News from the open access movement

Tuesday, April 13, 2004

More on the end of the trade embargo

The Free Expression Network has issued a public statement, Editing a Scientific Manuscript Is Not 'Trading with the Enemy', April 12, 2004. Excerpt: "The undersigned organizations protest application of Treasury Department trade embargo rules to scientific, literary and artistic work originating in countries that are currently the subject of an American trade embargo. This is a violation of the First Amendment right of Americans to read and learn from writers, artists, and thinkers of all nations....While the recent clarification from OFAC resolves some issues, it leaves many unanswered. OFAC reiterates that any 'substantive or artistic alterations or enhancements' of a manuscript from an author in a sanctioned country is prohibited without prior government approval, and that 'a collaborative interaction' is considered 'a prohibited exportation of services.'...There is no claim that these restrictions are necessary to protect the United States from terrorism, nor are they likely to persuade these countries to adopt policies that advance US interests.
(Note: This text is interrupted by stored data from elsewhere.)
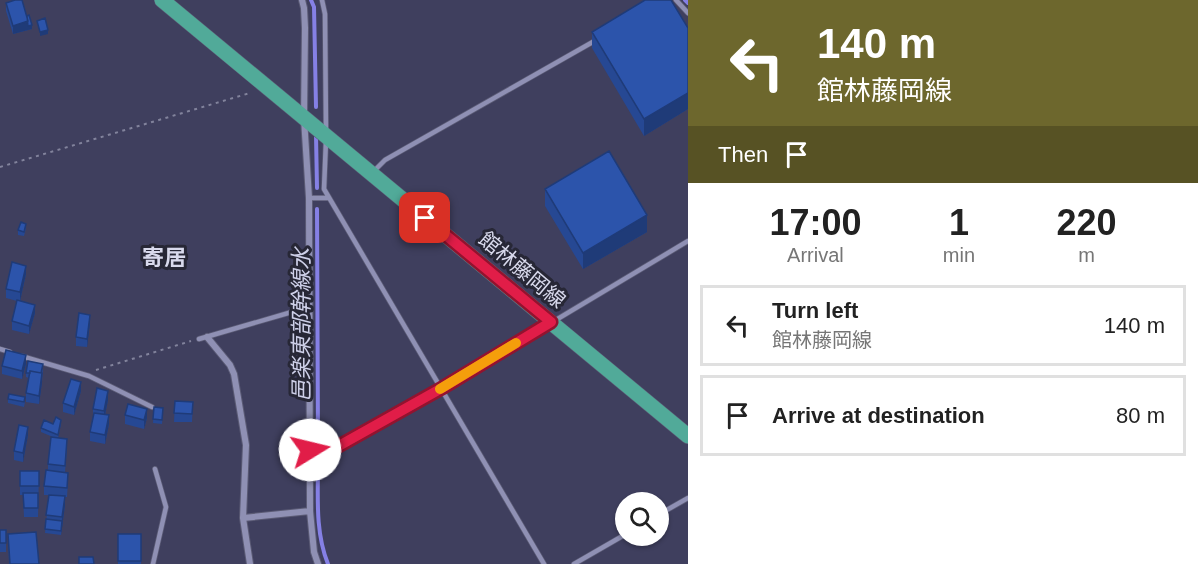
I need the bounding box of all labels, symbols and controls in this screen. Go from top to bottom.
text: 140 m [817,20,936,67]
icon: left [718,24,796,102]
text: 館林藤岡線 [817,76,952,106]
icon: arrive [780,138,813,171]
text: Then [718,142,768,167]
pin [399,192,450,243]
icon: arrive [408,201,441,234]
text: 17:00 [769,202,861,243]
text: 1 [949,202,969,243]
text: 220 [1056,202,1117,243]
street label: 館林藤岡線 [475,227,570,312]
text: Arrival [787,244,844,266]
text: min [943,244,975,266]
text: m [1078,244,1095,266]
district label: 寄居 [142,245,186,270]
water label: 邑楽東部幹線水 [289,246,314,402]
text: Turn left [772,298,858,323]
icon: left [721,309,754,342]
text: 140 m [1104,313,1165,338]
text: 館林藤岡線 [772,329,872,351]
icon: arrive [721,399,754,432]
text: Arrive at destination [772,403,985,428]
text: 80 m [1116,403,1165,428]
position arrow [278,418,342,482]
map controls [615,492,669,546]
button: search [615,492,669,546]

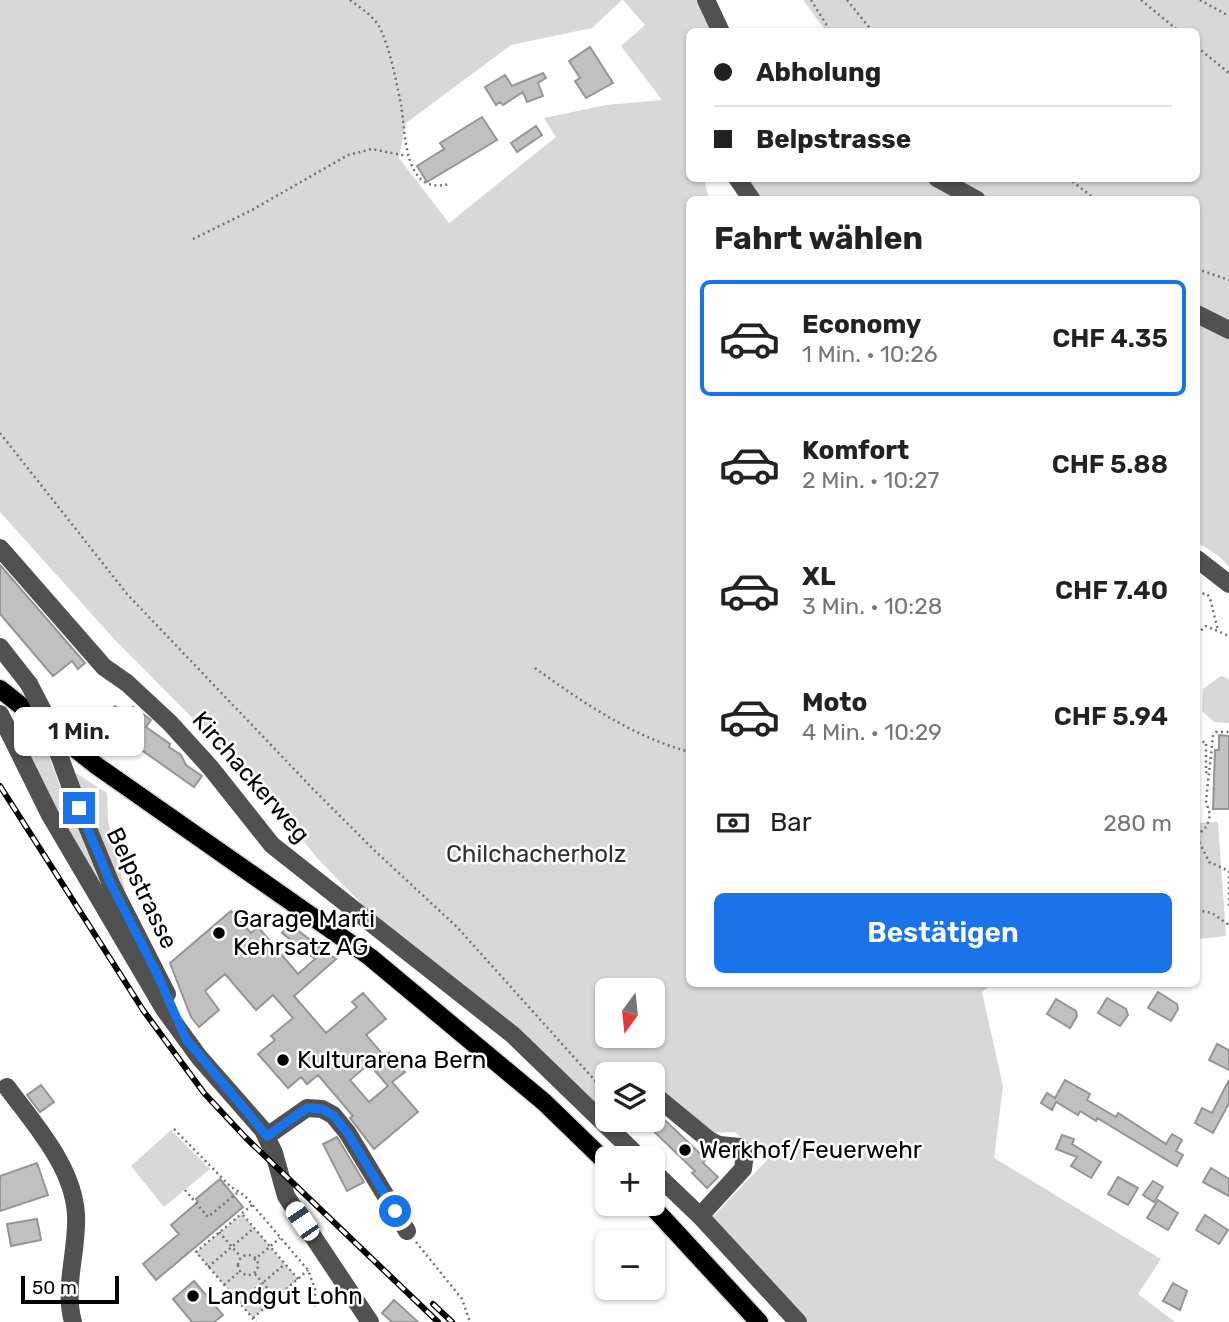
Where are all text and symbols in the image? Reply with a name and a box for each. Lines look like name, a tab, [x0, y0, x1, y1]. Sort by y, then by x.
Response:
text: Abholung	[756, 57, 881, 88]
text: Belpstrasse	[756, 124, 911, 155]
text: Fahrt wählen	[714, 219, 923, 257]
icon: car	[718, 307, 781, 370]
text: Economy	[802, 309, 921, 340]
text: CHF 4.35	[1052, 323, 1168, 354]
text: 1 Min. · 10:26	[802, 340, 938, 368]
icon: car	[718, 433, 781, 496]
text: Komfort	[802, 435, 909, 466]
text: CHF 5.88	[1052, 449, 1168, 480]
text: 2 Min. · 10:27	[802, 466, 939, 494]
icon: car	[718, 559, 781, 622]
text: XL	[802, 561, 835, 592]
text: CHF 7.40	[1055, 575, 1168, 606]
text: 3 Min. · 10:28	[802, 592, 942, 620]
icon: car	[718, 685, 781, 748]
text: Moto	[802, 687, 867, 718]
text: CHF 5.94	[1054, 701, 1168, 732]
callout: 1 Min.	[14, 706, 144, 756]
street label: Kirchackerweg	[186, 706, 316, 848]
text: 1 Min.	[48, 717, 110, 745]
text: 4 Min. · 10:29	[802, 718, 942, 746]
route end	[63, 792, 95, 824]
icon: cash	[714, 804, 752, 842]
text: Bar	[770, 807, 812, 838]
text: 280 m	[1103, 809, 1172, 837]
street label: Belpstrasse	[101, 823, 183, 953]
park label: Chilchacherholz	[446, 840, 626, 868]
button: Bestätigen	[714, 893, 1172, 973]
place label: Garage Marti Kehrsatz AG	[233, 905, 375, 961]
marker: Garage Marti Kehrsatz AG	[211, 925, 227, 941]
north arrow	[595, 978, 665, 1048]
map controls	[595, 978, 665, 1300]
place label: Kulturarena Bern	[297, 1046, 486, 1074]
marker: Kulturarena Bern	[275, 1052, 291, 1068]
button: layers	[595, 1062, 665, 1132]
place label: Werkhof/Feuerwehr	[699, 1136, 922, 1164]
marker: Werkhof/Feuerwehr	[677, 1142, 693, 1158]
button: +	[595, 1146, 665, 1216]
route start	[379, 1195, 411, 1227]
car	[282, 1198, 323, 1244]
button: −	[595, 1230, 665, 1300]
scale bar	[21, 1273, 119, 1305]
text: 50 m	[32, 1276, 77, 1299]
place label: Landgut Lohn	[207, 1282, 363, 1310]
marker: Landgut Lohn	[185, 1288, 201, 1304]

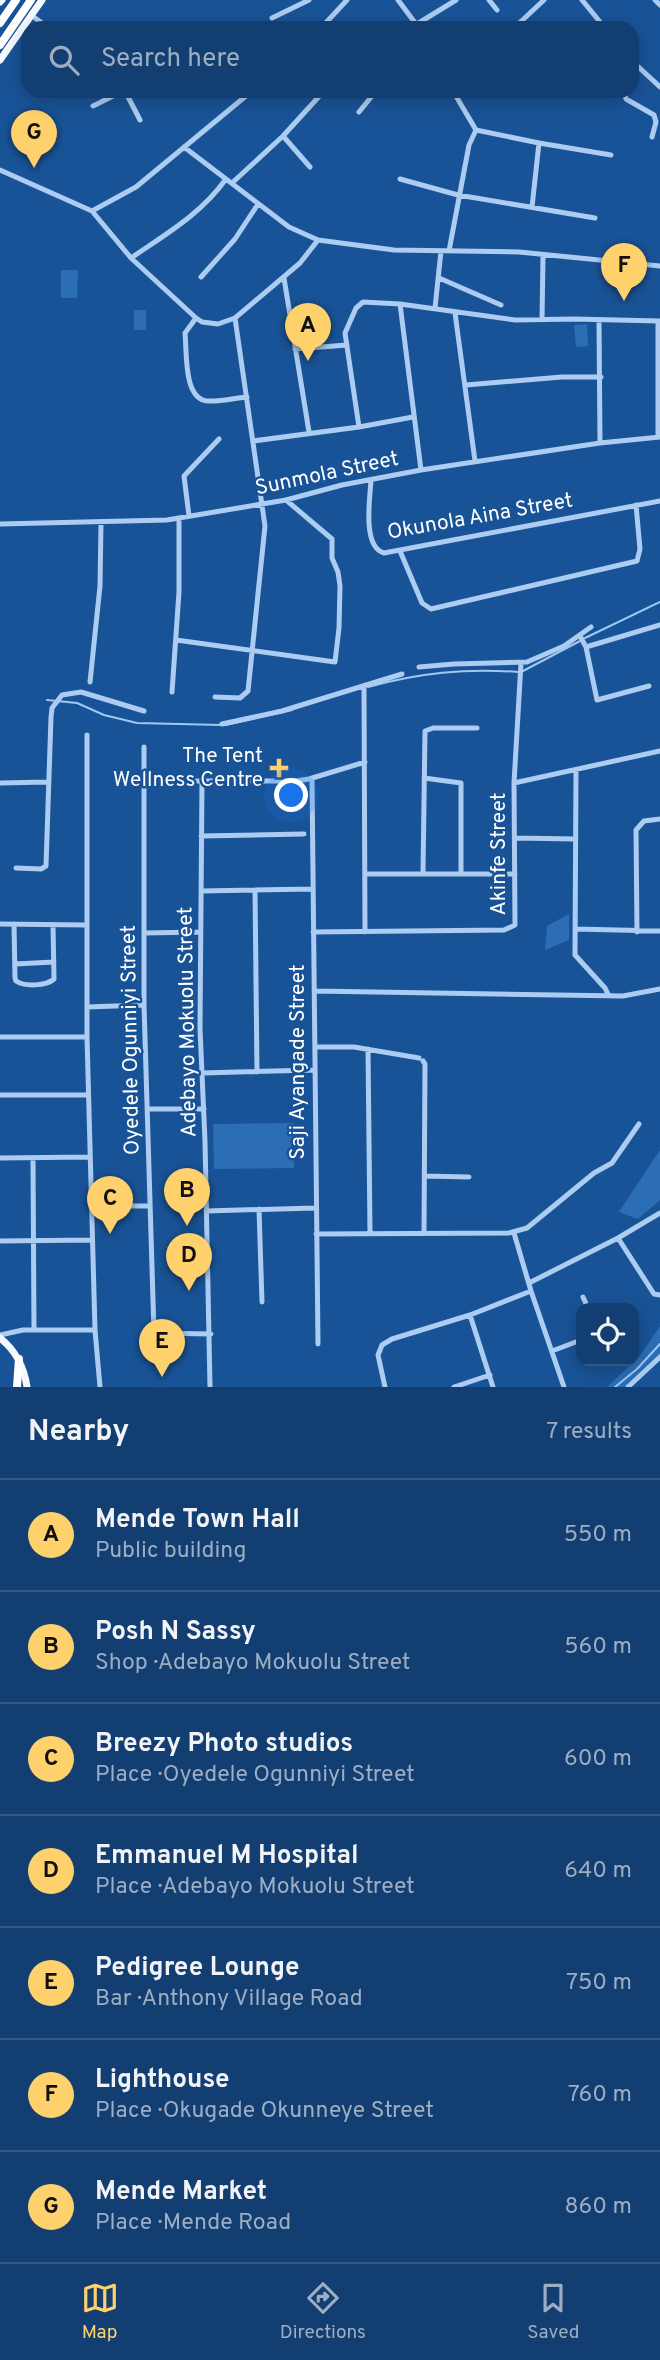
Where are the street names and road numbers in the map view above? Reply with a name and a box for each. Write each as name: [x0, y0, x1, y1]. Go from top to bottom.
street label: Sunmola Street: [253, 446, 401, 502]
street label: Okunola Aina Street: [385, 487, 575, 547]
street label: Akinfe Street: [486, 792, 513, 916]
street label: Adebayo Mokuolu Street: [172, 906, 204, 1138]
street label: Oyedele Ogunniyi Street: [115, 925, 147, 1155]
street label: Saji Ayangade Street: [285, 964, 312, 1160]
Indeed, it appears that they serve no purpose other than to keep Americans ignorant of work done by scientists, writers, and artists in certain parts of the world."

The statement is signed by American Association of University Professors, American Booksellers Foundation for Free Expression American Civil Liberties Union, American Library Association, First Amendment Project, National Coalition Against Censorship, Peacefire, PEN American Center, and the People For the American Way Foundation. (Thanks to C-FIT.)